[Start of Attachment]

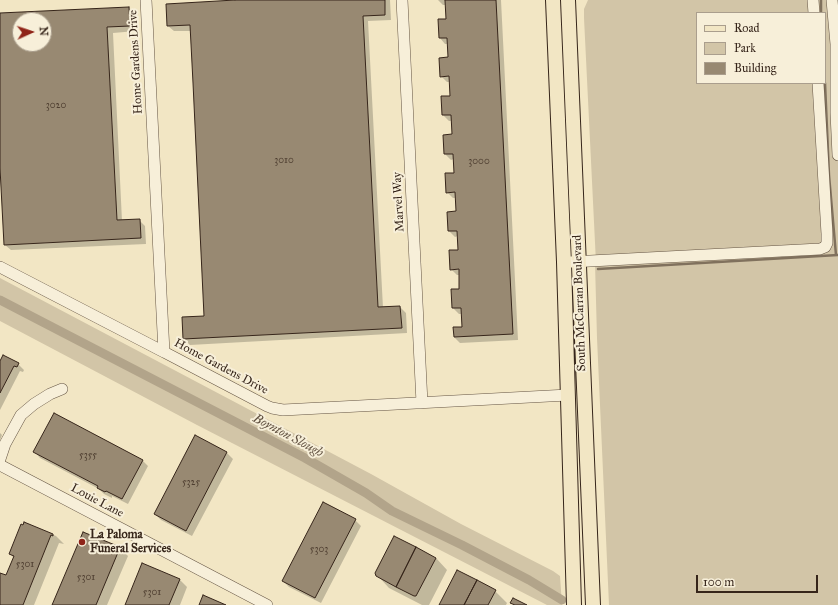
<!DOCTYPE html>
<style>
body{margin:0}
#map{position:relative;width:838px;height:605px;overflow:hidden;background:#f2e6c4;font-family:"IM FELL Great Primer",serif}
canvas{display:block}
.legend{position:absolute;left:696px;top:12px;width:130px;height:72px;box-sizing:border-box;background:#f7efd9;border:1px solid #aa9e8d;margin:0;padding:5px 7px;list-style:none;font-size:12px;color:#36251a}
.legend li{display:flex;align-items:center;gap:8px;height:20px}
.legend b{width:20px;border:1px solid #aa9e8d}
.north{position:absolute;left:12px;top:12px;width:40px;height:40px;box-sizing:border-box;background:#f7efd9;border:1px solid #aa9e8d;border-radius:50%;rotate:87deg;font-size:11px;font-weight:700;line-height:16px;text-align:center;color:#36251a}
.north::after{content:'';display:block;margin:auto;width:14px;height:18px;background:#8f2418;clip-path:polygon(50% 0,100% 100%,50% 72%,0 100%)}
.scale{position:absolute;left:696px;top:575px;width:122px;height:18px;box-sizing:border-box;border:2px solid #36251a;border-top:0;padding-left:5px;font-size:12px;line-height:14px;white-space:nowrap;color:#36251a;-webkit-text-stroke:3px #f7efd9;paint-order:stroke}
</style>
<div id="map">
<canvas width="838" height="605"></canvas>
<ul class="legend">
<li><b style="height:5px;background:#f2e6c4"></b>Road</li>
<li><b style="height:11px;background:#d2c5a7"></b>Park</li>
<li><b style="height:11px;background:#988972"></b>Building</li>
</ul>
<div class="north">N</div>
<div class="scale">100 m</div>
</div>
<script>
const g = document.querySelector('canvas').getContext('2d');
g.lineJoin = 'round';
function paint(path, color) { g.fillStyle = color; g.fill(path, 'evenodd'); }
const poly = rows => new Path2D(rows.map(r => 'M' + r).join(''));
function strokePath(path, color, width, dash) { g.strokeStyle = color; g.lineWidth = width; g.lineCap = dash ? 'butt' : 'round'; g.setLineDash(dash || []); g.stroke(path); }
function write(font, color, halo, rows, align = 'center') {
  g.font = font + ' "IM FELL Great Primer",serif'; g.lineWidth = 4; g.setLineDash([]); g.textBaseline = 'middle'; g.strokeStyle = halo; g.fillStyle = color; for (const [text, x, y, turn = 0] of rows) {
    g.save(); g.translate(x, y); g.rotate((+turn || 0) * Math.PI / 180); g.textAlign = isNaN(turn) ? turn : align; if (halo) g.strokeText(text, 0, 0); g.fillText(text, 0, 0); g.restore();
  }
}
paint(poly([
 [588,0,838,0,838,605,609,605,597,338,595,263,596,263,584,18,584,9],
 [697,13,825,13,825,83,697,83],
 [0,278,371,474,461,524,553,571,560,576,562,605,547,605,197,425,0,321]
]), '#d2c5a7');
paint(poly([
 [255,0,390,0,391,20,368,21,383,308,400,307,406,313,407,333,190,345,184,339,206,317,191,31,174,31,168,26],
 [438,0,501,0,518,340,460,343,454,337,463,328,462,314,459,314,453,308,461,289,460,275,457,275,451,269,459,251,458,236,455,237,449,231,457,212,456,198,453,198,447,192,455,174,454,159,451,160,445,154,453,135,452,121,449,121,443,115,451,97,450,82,447,82,441,76,449,58,448,44,445,44,440,38,447,20,446,5,443,5],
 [129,8,135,14,136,31,113,33,122,221,139,220,145,226,146,244,11,250,5,245,0,149,0,14],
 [20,20,44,20,44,44,20,44],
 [0,363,18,364,24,370,23,372,20,371,0,410],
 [0,433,2,435,0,440],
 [195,436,227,453,233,459,192,536,161,520,155,514],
 [35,452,142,460,148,466,128,504,112,496,112,498,104,494,99,489,40,458],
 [355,520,361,526,321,603,289,587,283,581],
 [25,524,56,536,64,544,59,543,34,605,0,605,0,577,7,576,14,558,10,554],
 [120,548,128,556,107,605,53,605],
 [436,558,447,570,429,605,422,605,389,588,377,575],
 [179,579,187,587,180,605,126,605],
 [495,591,507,603,506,605,440,605]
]), '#0003');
strokePath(poly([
 [821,0,821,13],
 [825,83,829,175,836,255],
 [598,269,838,255]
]), '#80715d', 2.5);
strokePath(poly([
 [0,300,305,458,366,493,392,511,462,545,529,580,562,600]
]), '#b2a48a', 9);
const building = poly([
 [235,0,385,0,385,15,363,16,369,132,378,307,400,306,402,328,183,339,182,317,204,316,193,83,190,25,167,26,166,4,235,0],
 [445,0,496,0,513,334,454,337,453,327,462,327,461,308,452,308,451,289,459,289,459,269,450,270,449,250,458,250,457,231,448,231,447,212,456,211,455,192,446,193,445,173,454,173,453,154,444,154,443,135,452,134,451,115,442,115,441,96,450,96,449,76,440,77,439,58,448,57,447,38,439,38,438,19,446,19,445,0],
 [129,7,130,26,107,27,117,220,140,219,141,238,4,245,0,168,0,13,129,7],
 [20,20,44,20,44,44,20,44,20,20],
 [3,355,19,363,17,367,14,366,0,393,0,361,3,355],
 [54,413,143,460,122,499,106,491,105,492,97,488,98,486,33,452,54,413],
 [195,435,227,452,186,531,154,514,195,435],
 [323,502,356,519,315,598,282,581,323,502],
 [24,522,53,534,53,536,51,535,23,605,0,605,0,573,6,575,14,556,9,554,21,524,23,525,24,522],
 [83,532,120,547,119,550,96,605,52,605,83,532],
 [394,536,416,547,396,587,376,576,375,573,394,536],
 [416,547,436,558,416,596,414,596,396,587,416,547],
 [142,563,180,579,169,605,125,605,142,563],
 [457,570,477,580,464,605,439,605,457,570],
 [477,580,496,590,488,605,464,605,477,580],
 [203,595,226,605,199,605,203,595],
 [513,598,527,605,515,605,510,603,513,598]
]);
paint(building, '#988972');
strokePath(building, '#36251a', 1);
const minor = poly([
 [146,0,164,352,267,406,272,408,283,410,568,395],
 [402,0,422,403],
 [813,0,814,13],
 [832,0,836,44,836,113,838,155],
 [571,262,820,249,825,247,827,243,827,234,818,83],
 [0,267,164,352],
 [0,459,5,444,21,415,34,404,50,394,62,389],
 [0,465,267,605]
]);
const major = poly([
 [553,0,564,262,574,605],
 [568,0,593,605]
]);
strokePath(minor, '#655544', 12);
strokePath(major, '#36251a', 16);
strokePath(minor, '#f7efd9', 11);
strokePath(major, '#f2e6c4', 14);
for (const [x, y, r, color] of [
 [82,542,4,"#8f2418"]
]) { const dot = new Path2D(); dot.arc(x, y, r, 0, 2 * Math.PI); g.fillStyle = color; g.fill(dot); strokePath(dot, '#f7efd9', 1.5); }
write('10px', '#4e3e30', null, [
 ["3020",56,106],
 ["3010",284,161],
 ["3000",479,162],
 ["5355",88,456],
 ["5325",191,483],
 ["5303",319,550],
 ["5301",25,565],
 ["5301",86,578],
 ["5301",152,593]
]);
write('12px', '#36251a', '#f7efd9', [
 ["Home Gardens Drive",136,62,-93],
 ["Marvel Way",399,202,-93],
 ["South McCarran Boulevard",580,303,-92],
 ["Home Gardens Drive",221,367,28],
 ["Louie Lane",97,501,28]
]);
write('bold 12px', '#36251a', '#f7efd9', [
 ["La Paloma",90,535],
 ["Funeral Services",90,549]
], 'left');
write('italic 13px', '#615141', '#f7efd9', [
 ["Boynton Slough",288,436,28]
]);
</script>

[End of Attachment]

• **WORK TASK**
Reproduce, exactly as they stand in the data above, the lines from the one that holds "function paint(path, color)" to the one that holds "function write(font, color, halo, rows, align", inclusive.

• **REPLY**
function paint(path, color) { g.fillStyle = color; g.fill(path, 'evenodd'); }
const poly = rows => new Path2D(rows.map(r => 'M' + r).join(''));
function strokePath(path, color, width, dash) { g.strokeStyle = color; g.lineWidth = width; g.lineCap = dash ? 'butt' : 'round'; g.setLineDash(dash || []); g.stroke(path); }
function write(font, color, halo, rows, align = 'center') {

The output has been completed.